===== Available records =====

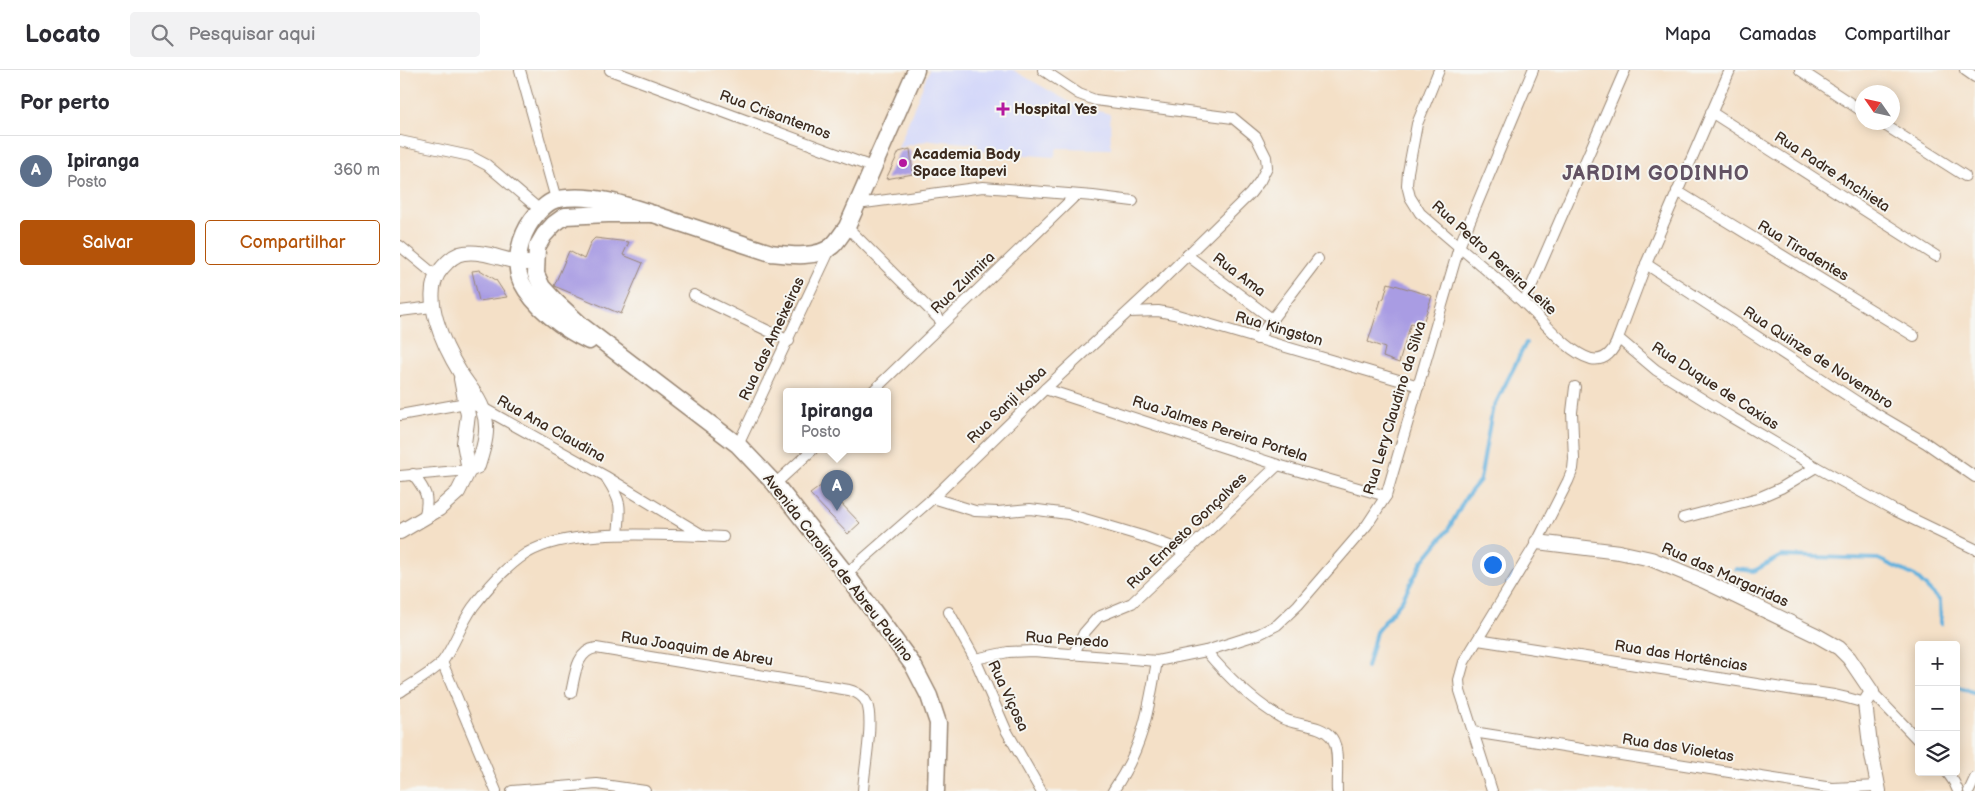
<!DOCTYPE html>
<html lang="pt">
<meta charset="utf-8">
<style>
body{margin:0;font-family:"Balsamiq Sans",sans-serif;background:#f2f2f3;color:#2b2b33}
.controls{position:absolute;right:15px;bottom:15px;display:grid;overflow:hidden;border-radius:5px;box-shadow:0 2px 12px #0003}
.controls button{width:45px;height:45px;display:grid;place-items:center;padding:0;border:0;border-bottom:1px solid #e1e1e2;background:#fff;color:#2b2b33;font:25px sans-serif}
.compass{position:absolute;left:1455px;top:15px;width:45px;height:45px;border-radius:50%;background:#fff;box-shadow:0 2px 12px #0003;rotate:304deg}
.you{position:absolute;left:1092px;top:494px;width:18px;height:18px;margin:-12px;border:4px solid #fff;border-radius:50%;background:#1a73e8;box-shadow:0 0 0 8px #1a73e833}
.badge{display:grid;place-items:center;width:32px;height:32px;border-radius:50%;background:#b45309;color:#fff;font-size:16px;font-weight:700}
.pin{position:absolute;translate:-50% -41px;filter:drop-shadow(0 1px 2px #0008)}
.pin::after{content:'';position:absolute;top:26px;width:18px;height:15px;background:inherit;clip-path:polygon(0 0,100% 0,50% 100%)}
.popup{position:absolute;left:383px;top:318px;width:108px;height:65px;box-sizing:border-box;display:grid;place-content:center;border-radius:5px;background:#fff;filter:drop-shadow(0 1px 4px #0005);font-size:16px;white-space:nowrap;color:#7c7c81}
.popup b{font-size:19px;color:#2b2b33}
.popup::after{content:'';position:absolute;left:50%;top:100%;margin-left:-10px;border:10px solid transparent;border-top-color:#fff}
.list{margin:0;padding:0;list-style:none}
h2{display:flex;justify-content:space-between;align-items:center;height:65px;margin:0;padding:0 20px;font-size:21px}
h2 small{font-size:16px;font-weight:400;color:#7c7c81}
.list li{display:grid;grid-template-columns:32px 1fr auto;gap:15px;align-items:center;box-sizing:border-box;height:70px;padding:0 20px;border-top:1px solid #e1e1e2}
.list b{display:block;font-size:19px;white-space:nowrap}
.list p{margin:0;font-size:16px;white-space:nowrap;color:#7c7c81}
.list em{font-size:16px;font-style:normal;color:#7c7c81}
.actions{display:flex;gap:10px;padding:15px 20px}
.actions a{flex:1;padding:11px 0;border:1px solid #b45309;border-radius:5px;text-align:center;font-size:18px;color:#b45309}
.actions .main{background:#b45309;color:#fff}
.icon{flex:none;width:28px;height:28px;fill:none;stroke:currentColor;stroke-width:2;stroke-linecap:round;stroke-linejoin:round}
.map{position:relative;flex:none;width:1575px;height:721px;overflow:hidden}
header{display:flex;align-items:center;gap:30px;box-sizing:border-box;height:70px;padding:0 25px;background:#fff;border-bottom:1px solid #e1e1e2}
header strong{font-size:24px}
nav{display:flex;gap:28px;margin-inline-start:auto;font-size:18px}
.search{width:350px;height:45px;background:#f2f2f3;display:flex;align-items:center;gap:12px;box-sizing:border-box;padding:0 18px;border-radius:5px;color:#7c7c81;font-size:19px}
main{display:flex}
aside{flex:1;background:#fff}
.map>svg:first-child{display:block}
.built{fill:#d4d8f9}
.lines{fill:none;stroke-linecap:round;stroke-linejoin:round}
.stream{stroke:#64b1dd;stroke-width:4}
.building{fill:#a99ce3}
.minor-casing{stroke:#988572;stroke-width:12}
.tertiary-casing{stroke:#988572;stroke-width:16}
.primary-casing{stroke:#988572;stroke-width:19}
.minor{stroke:#fff;stroke-width:10}
.tertiary{stroke:#fff;stroke-width:14}
.primary{stroke:#fff;stroke-width:16}
.poi-dot{fill:#b5179e;stroke:#f6f6f2;stroke-width:2}
.labels{text-anchor:middle;dominant-baseline:central;stroke-width:4;stroke-linejoin:round;paint-order:stroke}
.poi-label{font-size:15px;font-weight:bold;fill:#3b2a1e;stroke:#f6f6f2;text-anchor:start}
.street-label{font-size:15px;fill:#3b2a1e;stroke:#f6f6f2}
.district-label{font-size:20px;font-weight:bold;letter-spacing:1px;fill:#625263;stroke:#f6f6f2}
</style>
<header>
<strong>Locato</strong>
<div class="search"><svg class="icon" aria-label="search" viewBox="0 0 24 24"><circle cx="10" cy="10" r="6"/><path d="M15 15l6 6"/></svg>Pesquisar aqui</div>
<nav><a>Mapa</a><a>Camadas</a><a>Compartilhar</a></nav>
</header>
<main>
<aside>
<h2>Por perto<small></small></h2>
<ul class="list">
<li><span class="badge" style="background:#5c6f8a">A</span><div><b>Ipiranga</b><p>Posto</p></div><em>360 m</em></li>
</ul>
<div class="actions"><a class="main">Salvar</a><a>Compartilhar</a></div>
</aside>
<div class="map">
<svg width="1575" height="721" viewBox="0 0 1575 721">
<rect width="100%" height="100%" fill="#f6f6f2"/>
<filter id="ink" filterUnits="userSpaceOnUse"><feTurbulence type="fractalNoise" baseFrequency=".02" numOctaves="2"/><feDisplacementMap in="SourceGraphic" scale="10" xChannelSelector="R" yChannelSelector="G"/><feConvolveMatrix kernelMatrix="1 2 1 2 8 2 1 2 1" color-interpolation-filters="sRGB"/></filter>
<filter id="wash" filterUnits="userSpaceOnUse"><feTurbulence type="fractalNoise" baseFrequency=".0096" numOctaves="4" result="noise"/><feDisplacementMap in="SourceGraphic" scale="20" xChannelSelector="R" yChannelSelector="G"/><feGaussianBlur stdDeviation="1.12" result="paint"/><feColorMatrix in="noise" values="0 0 0 0 0 0 0 0 0 0 0 0 0 0 0 0 0 1.4 0 .05"/><feComposite in="paint" operator="in"/></filter>
<g filter="url(#wash)">
<rect width="100%" height="100%" fill="#f4e0c7"/>
<path class="built" d="M 529,0 L 613,0 L 673,34 L 710,44 L 711,79 L 657,78 L 654,87 L 577,81 L 578,74 L 530,70 L 498,78 Z"/>
<g class="lines">
<g class="stream">
<path d="M 1336,499 L 1354,501 L 1381,486 L 1478,489 L 1515,506 L 1540,531 L 1541,554"/>
<path d="M 967,597 L 976,562 L 1002,530 L 1022,492 L 1048,460 L 1066,427 L 1080,410 L 1092,341 L 1126,273"/>
<path d="M 1556,616 L 1575,623"/>
</g>
</g>
<g id="blocks">
<g class="building">
<path d="M 510,79 L 513,104 L 486,109 L 499,82 Z"/>
<path d="M 195,168 L 229,172 L 223,185 L 243,193 L 221,244 L 154,216 L 169,181 L 184,189 L 191,172 Z"/>
<path d="M 80,200 L 96,210 L 107,227 L 79,231 L 72,201 Z"/>
<path d="M 988,213 L 1032,226 L 1022,256 L 1011,253 L 999,293 L 983,287 L 985,278 L 968,272 L 981,230 L 984,228 Z"/>
<path d="M 426,412 L 439,427 L 437,429 L 460,453 L 448,464 L 410,424 Z"/>
</g>
</g>
</g>
<g filter="url(#ink)">
<use href="#blocks" fill-opacity="0" stroke="#988572" stroke-width="1"/>
<g class="lines">
<defs>
<g id="minor">
<path d="M 120,0 L 156,129"/>
<path d="M 210,0 L 472,97"/>
<path d="M 1039,0 L 1017,54 L 1008,102 L 1007,115 L 1010,127 L 1020,143 C 1054,173 1090,202 1124,233 C 1143,250 1167,282 1191,289 C 1206,292 1214,280 1218,268"/>
<path d="M 1330,0 L 1246,194 L 1218,268 L 1256,300 L 1331,347 L 1416,397 L 1494,440 L 1575,479"/>
<path d="M 1400,0 L 1462,41"/>
<path d="M 1565,0 L 1575,7"/>
<path d="M 1311,42 L 1536,186"/>
<path d="M 1480,52 L 1565,106"/>
<path d="M 0,71 L 70,86 L 87,95 L 140,140"/>
<path d="M 1277,121 L 1514,266"/>
<path d="M 457,134 L 583,117 L 693,126 L 733,131"/>
<path d="M 447,157 L 543,253"/>
<path d="M 0,176 L 35,205"/>
<path d="M 787,185 L 872,249"/>
<path d="M 1246,194 L 1468,339 L 1526,373 L 1575,407"/>
<path d="M 294,225 L 389,271"/>
<path d="M 1124,233 L 1225,0"/>
<path d="M 0,241 L 32,237"/>
<path d="M 729,242 L 758,241 L 774,244 L 1019,316"/>
<path d="M 857,269 L 918,189"/>
<path d="M 645,319 L 878,395 L 986,426"/>
<path d="M 472,322 L 675,126"/>
<path d="M 0,345 L 66,333 L 83,338 L 205,406 L 304,466 L 323,467"/>
<path d="M 338,375 L 431,177"/>
<path d="M 13,404 C 26,421 30,427 24,448"/>
<path d="M 0,406 L 69,400"/>
<path d="M 207,409 C 222,432 221,437 218,464"/>
<path d="M 375,414 L 412,380"/>
<path d="M 533,428 L 575,441 L 598,442 L 630,439 L 668,444 L 742,466 L 786,482"/>
<path d="M 1283,448 L 1358,428 L 1381,418 L 1416,397"/>
<path d="M 446,504 L 533,428 L 645,319 L 757,215 L 850,124 L 860,111 L 867,97 L 866,87 L 856,67 L 833,48 L 695,30 L 679,24 L 643,0"/>
<path d="M 549,542 L 575,589 L 606,660 L 641,721"/>
<path d="M 1078,570 L 1401,621 C 1423,622 1443,626 1465,633"/>
<path d="M 806,581 C 827,606 851,630 880,647 C 895,657 920,652 932,668 C 940,679 936,707 937,721"/>
<path d="M 673,585 L 684,563 L 698,547 L 732,533 L 878,395"/>
<path d="M 575,589 L 608,582 L 633,581 L 757,591 L 806,581 L 859,564 L 877,555 L 898,535 L 967,455 L 986,426 L 1059,177 L 1133,0"/>
<path d="M 42,592 L 96,721"/>
<path d="M 0,622 C 10,615 37,600 43,591 C 55,574 61,554 73,537 C 88,517 105,497 127,483 C 169,458 255,465 304,466"/>
<path d="M 1472,622 L 1519,671"/>
<path d="M 171,623 C 175,606 176,581 196,578 L 449,620 C 456,622 464,626 467,634 C 474,652 464,699 463,721"/>
<path d="M 1073,662 L 1432,718 L 1478,716"/>
<path d="M 1547,702 L 1554,712 L 1558,721"/>
<path d="M 112,721 L 197,714 L 245,721"/>
<path d="M 713,721 C 743,677 748,643 757,591"/>
<path d="M 1092,721 L 1060,621 L 1059,610 L 1064,592 L 1137,472 L 1168,411 L 1173,399 L 1174,389 L 1172,342 L 1175,317"/>
<path d="M 1569,721 L 1575,708"/>
</g>
<g id="tertiary">
<path d="M 69,400 L 78,396 C 84,377 90,359 83,340 C 79,327 68,315 61,304 C 45,278 18,224 42,198 C 47,192 55,184 64,183 C 85,180 106,192 128,193"/>
<path d="M 0,462 L 39,439 L 58,422 L 69,400 L 64,373 L 68,345 L 61,309"/>
<path d="M 1137,472 L 1219,482 L 1251,489 L 1304,511 L 1416,565 L 1439,578 L 1449,588 L 1472,622 L 1465,633 L 1470,675 L 1479,721"/>
</g>
<g id="primary">
<path d="M 254,144 L 208,144 L 165,146 L 154,154 L 144,165 L 137,177 L 136,204 L 142,217 L 155,231 L 182,256 L 338,375 L 375,414 L 446,504 L 513,595 L 529,626 L 538,653 L 536,721"/>
<path d="M 189,271 C 163,259 134,237 121,211 C 113,193 121,165 132,150 C 138,142 148,131 158,129 C 198,122 240,140 277,152 C 308,162 339,173 371,183 C 389,185 417,189 432,176 C 438,171 442,163 447,157 L 516,0"/>
</g>
</defs>
<use href="#minor" class="minor-casing"/>
<use href="#tertiary" class="tertiary-casing"/>
<use href="#primary" class="primary-casing"/>
<use href="#minor" class="minor"/>
<use href="#tertiary" class="tertiary"/>
<use href="#primary" class="primary"/>
</g>
</g>
<g class="poi-dot">
<path d="M600.5 31.5h5v5h5v5h-5v5h-5v-5h-5v-5h5z"/>
<circle cx="503" cy="93" r="5"/>
</g>
<g class="labels">
<g class="poi-label">
<text x="614" y="39">Hospital Yes</text>
<text x="513" y="84">Academia Body<tspan x="513" dy="17">Space Itapevi</tspan></text>
</g>
<g class="street-label">
<text transform="translate(375 45) rotate(20)">Rua Crisantemos</text>
<text transform="translate(1432 102) rotate(33)">Rua Padre Anchieta</text>
<text transform="translate(1403 181) rotate(31)">Rua Tiradentes</text>
<text transform="translate(1094 188) rotate(42)">Rua Pedro Pereira Leite</text>
<text transform="translate(839 205) rotate(37)">Rua Ama</text>
<text transform="translate(563 213) rotate(-44)">Rua Zulmira</text>
<text transform="translate(879 259) rotate(16)">Rua Kingston</text>
<text transform="translate(372 269) rotate(-65)">Rua das Ameixeiras</text>
<text transform="translate(1418 288) rotate(33)">Rua Quinze de Novembro</text>
<text transform="translate(1315 316) rotate(33)">Rua Duque de Caxias</text>
<text transform="translate(607 335) rotate(-44)">Rua Sanji Koba</text>
<text transform="translate(995 338) rotate(-73)">Rua Lery Claudino da Silva</text>
<text transform="translate(151 359) rotate(29)">Rua Ana Claudina</text>
<text transform="translate(820 359) rotate(18)">Rua Jalmes Pereira Portela</text>
<text transform="translate(787 461) rotate(-44)">Rua Ernesto Gonçalves</text>
<text transform="translate(438 498) rotate(52)">Avenida Carolina de Abreu Paulino</text>
<text transform="translate(1325 505) rotate(24)">Rua das Margaridas</text>
<text transform="translate(667 570) rotate(4)">Rua Penedo</text>
<text transform="translate(297 579) rotate(9)">Rua Joaquim de Abreu</text>
<text transform="translate(1281 586) rotate(9)">Rua das Hortências</text>
<text transform="translate(608 626) rotate(65)">Rua Viçosa</text>
<text transform="translate(1278 678) rotate(9)">Rua das Violetas</text>
</g>
<g class="district-label">
<text x="1256" y="104">JARDIM GODINHO</text>
</g>
</g>
</svg>
<div class="controls">
<button>+</button>
<button>−</button>
<button><svg class="icon" aria-label="layers" viewBox="0 0 24 24"><path d="M12 4l9 5-9 5-9-5zM3 14l9 5 9-5"/></svg></button>
</div>
<svg class="compass" viewBox="-18 -18 36 36"><path d="M0-13l5 13h-10z" fill="#e53935"/><path d="M0 13l5-13h-10z" fill="#7c7c81"/></svg>
<div class="you"></div>
<div class="pin badge" style="left:437px;top:441px;background:#5c6f8a">A</div>
<div class="popup"><b>Ipiranga</b>Posto</div>
</div>
</main>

=====

§ **Your assignment**: Copy whichever lines in the listing above contain the word "minor".

§ **Solution**:
.minor-casing{stroke:#988572;stroke-width:12}
.minor{stroke:#fff;stroke-width:10}
<g id="minor">
<use href="#minor" class="minor-casing"/>
<use href="#minor" class="minor"/>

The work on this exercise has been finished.